(Collected data entries)

- Opening Delimiter -

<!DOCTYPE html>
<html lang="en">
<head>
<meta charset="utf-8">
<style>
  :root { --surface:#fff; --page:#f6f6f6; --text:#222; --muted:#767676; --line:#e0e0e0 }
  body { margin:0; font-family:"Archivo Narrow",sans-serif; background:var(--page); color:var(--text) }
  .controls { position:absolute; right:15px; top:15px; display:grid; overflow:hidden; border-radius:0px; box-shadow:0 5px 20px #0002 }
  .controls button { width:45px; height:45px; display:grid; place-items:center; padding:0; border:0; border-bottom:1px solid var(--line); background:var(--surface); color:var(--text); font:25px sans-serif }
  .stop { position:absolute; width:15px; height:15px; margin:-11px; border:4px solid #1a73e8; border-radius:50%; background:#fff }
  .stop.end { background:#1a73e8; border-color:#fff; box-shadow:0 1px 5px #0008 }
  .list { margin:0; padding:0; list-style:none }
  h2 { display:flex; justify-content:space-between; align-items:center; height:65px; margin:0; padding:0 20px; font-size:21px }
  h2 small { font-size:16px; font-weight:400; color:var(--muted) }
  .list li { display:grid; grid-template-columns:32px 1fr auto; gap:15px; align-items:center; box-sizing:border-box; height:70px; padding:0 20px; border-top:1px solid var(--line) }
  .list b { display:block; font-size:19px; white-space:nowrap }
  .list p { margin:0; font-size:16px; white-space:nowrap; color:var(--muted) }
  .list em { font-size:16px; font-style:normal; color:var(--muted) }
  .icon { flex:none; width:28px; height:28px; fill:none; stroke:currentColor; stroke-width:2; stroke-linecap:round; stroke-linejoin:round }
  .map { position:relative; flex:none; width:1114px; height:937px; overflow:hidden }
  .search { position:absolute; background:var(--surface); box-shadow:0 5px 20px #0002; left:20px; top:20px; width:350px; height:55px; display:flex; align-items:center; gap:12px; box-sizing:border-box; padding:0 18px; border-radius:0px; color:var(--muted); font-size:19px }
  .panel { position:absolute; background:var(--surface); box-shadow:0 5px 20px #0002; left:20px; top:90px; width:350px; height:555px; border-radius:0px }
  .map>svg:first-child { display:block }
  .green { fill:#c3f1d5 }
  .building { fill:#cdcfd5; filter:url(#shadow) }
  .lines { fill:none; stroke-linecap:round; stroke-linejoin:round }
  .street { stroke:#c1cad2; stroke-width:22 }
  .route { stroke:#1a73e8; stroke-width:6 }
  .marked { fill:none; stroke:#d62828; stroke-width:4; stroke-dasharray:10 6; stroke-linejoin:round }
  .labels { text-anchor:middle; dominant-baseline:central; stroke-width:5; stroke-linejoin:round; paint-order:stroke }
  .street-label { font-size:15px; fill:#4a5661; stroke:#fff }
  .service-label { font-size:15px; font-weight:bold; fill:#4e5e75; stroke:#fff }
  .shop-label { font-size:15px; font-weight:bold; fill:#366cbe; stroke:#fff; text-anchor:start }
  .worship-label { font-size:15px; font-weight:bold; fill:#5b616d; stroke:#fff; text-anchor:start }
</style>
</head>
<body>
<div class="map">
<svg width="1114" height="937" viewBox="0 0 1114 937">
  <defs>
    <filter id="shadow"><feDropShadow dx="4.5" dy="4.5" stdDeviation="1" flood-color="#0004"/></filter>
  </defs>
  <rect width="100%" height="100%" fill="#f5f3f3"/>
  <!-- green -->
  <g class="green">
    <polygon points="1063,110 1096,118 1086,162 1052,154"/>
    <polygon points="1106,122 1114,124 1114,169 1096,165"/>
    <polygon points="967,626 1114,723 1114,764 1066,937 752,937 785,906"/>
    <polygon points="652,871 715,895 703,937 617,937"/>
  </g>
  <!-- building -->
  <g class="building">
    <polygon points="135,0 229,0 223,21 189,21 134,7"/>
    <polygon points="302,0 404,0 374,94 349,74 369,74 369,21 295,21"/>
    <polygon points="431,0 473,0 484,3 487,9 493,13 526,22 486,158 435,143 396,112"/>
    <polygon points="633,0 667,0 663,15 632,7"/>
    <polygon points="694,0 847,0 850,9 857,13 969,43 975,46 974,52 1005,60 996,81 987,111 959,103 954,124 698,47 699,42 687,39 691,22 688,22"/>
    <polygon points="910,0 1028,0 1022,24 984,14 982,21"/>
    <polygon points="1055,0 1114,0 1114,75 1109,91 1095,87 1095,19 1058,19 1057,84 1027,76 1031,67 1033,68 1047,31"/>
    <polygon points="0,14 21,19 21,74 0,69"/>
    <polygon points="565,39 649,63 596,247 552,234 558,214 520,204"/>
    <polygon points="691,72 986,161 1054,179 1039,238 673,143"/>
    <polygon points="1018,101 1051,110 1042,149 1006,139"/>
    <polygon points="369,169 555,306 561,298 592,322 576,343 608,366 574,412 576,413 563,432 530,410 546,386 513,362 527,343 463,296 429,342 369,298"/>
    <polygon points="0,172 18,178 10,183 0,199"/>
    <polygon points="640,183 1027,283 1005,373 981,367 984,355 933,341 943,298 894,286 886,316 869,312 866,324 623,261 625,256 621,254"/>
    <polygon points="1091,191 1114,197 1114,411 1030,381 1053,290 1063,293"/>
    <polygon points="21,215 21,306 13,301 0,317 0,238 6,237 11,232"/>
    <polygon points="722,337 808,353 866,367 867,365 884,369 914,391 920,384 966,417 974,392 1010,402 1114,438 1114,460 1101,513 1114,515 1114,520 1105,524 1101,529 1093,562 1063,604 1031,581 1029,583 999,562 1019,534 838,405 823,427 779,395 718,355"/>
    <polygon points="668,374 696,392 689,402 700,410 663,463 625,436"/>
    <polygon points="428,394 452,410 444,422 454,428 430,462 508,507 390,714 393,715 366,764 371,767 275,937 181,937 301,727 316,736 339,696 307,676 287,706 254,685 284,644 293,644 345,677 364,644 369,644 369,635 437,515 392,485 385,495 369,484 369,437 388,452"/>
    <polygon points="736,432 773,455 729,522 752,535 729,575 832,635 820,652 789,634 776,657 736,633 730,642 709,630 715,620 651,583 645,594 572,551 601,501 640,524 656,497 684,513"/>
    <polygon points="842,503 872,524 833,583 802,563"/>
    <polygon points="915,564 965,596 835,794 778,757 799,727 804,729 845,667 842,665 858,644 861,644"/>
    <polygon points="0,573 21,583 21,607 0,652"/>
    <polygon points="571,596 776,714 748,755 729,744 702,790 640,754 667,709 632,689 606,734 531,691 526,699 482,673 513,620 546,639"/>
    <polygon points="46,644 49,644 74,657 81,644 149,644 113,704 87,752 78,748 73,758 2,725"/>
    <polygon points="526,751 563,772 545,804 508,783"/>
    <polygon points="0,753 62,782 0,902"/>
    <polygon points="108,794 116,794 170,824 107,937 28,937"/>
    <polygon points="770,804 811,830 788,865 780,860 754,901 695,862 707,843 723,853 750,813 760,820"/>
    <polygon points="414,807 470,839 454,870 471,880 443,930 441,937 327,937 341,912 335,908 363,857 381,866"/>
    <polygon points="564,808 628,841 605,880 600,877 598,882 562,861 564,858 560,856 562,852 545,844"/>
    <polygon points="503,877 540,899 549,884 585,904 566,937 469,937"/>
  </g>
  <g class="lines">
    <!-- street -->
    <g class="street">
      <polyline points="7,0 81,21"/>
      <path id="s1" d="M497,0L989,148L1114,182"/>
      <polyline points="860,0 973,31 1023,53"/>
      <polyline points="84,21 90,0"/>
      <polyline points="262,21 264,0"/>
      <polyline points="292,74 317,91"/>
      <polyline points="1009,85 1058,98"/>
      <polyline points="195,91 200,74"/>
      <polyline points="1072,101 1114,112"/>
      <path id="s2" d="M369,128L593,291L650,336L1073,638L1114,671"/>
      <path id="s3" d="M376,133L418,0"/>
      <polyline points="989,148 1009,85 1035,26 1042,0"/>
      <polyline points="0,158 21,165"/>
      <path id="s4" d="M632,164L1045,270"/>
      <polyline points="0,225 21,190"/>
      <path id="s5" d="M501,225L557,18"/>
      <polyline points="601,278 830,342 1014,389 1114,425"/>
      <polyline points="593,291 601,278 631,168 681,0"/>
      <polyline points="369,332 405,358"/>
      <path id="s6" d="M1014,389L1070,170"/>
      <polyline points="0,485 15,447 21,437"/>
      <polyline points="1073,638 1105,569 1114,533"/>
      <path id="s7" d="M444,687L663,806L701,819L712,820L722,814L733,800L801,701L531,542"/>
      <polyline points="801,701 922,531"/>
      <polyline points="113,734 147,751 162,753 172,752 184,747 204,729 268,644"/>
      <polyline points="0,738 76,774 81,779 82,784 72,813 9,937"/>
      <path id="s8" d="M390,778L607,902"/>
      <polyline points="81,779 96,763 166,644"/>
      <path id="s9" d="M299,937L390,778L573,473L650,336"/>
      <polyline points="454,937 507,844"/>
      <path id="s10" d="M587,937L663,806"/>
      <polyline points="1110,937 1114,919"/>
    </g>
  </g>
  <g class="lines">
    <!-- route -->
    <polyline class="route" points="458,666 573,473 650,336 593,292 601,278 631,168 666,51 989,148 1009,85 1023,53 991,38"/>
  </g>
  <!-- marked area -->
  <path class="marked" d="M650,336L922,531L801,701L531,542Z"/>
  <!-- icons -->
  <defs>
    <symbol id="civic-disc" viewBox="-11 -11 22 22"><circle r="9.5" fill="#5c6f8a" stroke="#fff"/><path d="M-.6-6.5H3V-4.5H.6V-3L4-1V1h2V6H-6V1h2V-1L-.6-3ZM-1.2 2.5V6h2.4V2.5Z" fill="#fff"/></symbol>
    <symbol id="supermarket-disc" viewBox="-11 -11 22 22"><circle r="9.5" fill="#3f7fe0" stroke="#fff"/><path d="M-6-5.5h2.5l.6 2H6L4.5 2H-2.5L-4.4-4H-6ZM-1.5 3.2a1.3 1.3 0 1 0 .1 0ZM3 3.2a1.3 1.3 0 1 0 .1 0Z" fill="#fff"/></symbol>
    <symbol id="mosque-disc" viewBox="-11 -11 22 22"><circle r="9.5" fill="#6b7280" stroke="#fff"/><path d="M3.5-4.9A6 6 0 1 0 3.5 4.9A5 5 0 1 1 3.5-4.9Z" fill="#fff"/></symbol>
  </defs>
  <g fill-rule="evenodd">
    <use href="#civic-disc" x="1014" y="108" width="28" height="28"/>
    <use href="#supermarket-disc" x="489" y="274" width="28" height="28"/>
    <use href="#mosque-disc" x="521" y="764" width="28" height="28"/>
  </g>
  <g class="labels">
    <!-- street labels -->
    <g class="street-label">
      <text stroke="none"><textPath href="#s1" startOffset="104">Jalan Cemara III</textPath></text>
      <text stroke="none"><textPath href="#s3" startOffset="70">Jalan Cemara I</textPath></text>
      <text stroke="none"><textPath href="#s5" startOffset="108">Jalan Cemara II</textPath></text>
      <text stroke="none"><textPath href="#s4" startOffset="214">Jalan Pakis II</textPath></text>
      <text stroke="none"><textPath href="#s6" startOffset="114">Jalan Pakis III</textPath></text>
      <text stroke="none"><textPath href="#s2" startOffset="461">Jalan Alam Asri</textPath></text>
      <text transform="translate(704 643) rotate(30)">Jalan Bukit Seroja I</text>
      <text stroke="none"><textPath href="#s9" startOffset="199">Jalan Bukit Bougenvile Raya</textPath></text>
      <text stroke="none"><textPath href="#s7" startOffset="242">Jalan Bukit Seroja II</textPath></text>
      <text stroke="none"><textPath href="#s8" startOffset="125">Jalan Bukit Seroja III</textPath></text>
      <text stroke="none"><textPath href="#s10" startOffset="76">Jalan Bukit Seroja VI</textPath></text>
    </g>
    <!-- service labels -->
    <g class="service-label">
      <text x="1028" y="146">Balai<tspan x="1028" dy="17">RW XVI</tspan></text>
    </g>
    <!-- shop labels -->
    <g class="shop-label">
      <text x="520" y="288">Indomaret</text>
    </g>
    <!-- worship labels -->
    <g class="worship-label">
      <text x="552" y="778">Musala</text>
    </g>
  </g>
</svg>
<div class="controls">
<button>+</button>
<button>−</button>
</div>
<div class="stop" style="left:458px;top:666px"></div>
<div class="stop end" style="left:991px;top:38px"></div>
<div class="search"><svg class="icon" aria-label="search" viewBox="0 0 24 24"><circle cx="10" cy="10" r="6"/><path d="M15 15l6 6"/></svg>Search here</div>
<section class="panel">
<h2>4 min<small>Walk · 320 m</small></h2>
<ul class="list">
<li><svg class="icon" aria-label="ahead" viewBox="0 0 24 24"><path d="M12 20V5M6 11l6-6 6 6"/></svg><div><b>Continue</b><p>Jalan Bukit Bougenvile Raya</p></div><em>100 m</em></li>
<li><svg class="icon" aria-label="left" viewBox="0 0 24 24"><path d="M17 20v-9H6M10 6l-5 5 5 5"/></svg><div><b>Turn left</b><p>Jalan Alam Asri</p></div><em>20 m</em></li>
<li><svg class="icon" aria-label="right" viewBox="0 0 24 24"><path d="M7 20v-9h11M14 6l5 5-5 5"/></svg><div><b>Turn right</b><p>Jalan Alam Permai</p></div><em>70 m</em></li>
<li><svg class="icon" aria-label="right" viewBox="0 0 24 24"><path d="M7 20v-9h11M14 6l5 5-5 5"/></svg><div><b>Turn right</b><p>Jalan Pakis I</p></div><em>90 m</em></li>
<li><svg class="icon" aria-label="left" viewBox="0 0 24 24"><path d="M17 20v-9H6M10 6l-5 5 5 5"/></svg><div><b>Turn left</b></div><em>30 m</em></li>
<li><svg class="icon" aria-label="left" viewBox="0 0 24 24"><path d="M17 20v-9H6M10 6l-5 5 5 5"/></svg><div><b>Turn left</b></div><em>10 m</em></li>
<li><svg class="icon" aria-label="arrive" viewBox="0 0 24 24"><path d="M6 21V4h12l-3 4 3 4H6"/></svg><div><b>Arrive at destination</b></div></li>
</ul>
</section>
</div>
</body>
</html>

- Closing Delimiter -

-- Problem details --
Transcribe the lines from the first line of the records through the line that contains "position:absolute; right:15px; top:15px;", both included, and add nothing else.

-- Solution to the exercise --
<!DOCTYPE html>
<html lang="en">
<head>
<meta charset="utf-8">
<style>
  :root { --surface:#fff; --page:#f6f6f6; --text:#222; --muted:#767676; --line:#e0e0e0 }
  body { margin:0; font-family:"Archivo Narrow",sans-serif; background:var(--page); color:var(--text) }
  .controls { position:absolute; right:15px; top:15px; display:grid; overflow:hidden; border-radius:0px; box-shadow:0 5px 20px #0002 }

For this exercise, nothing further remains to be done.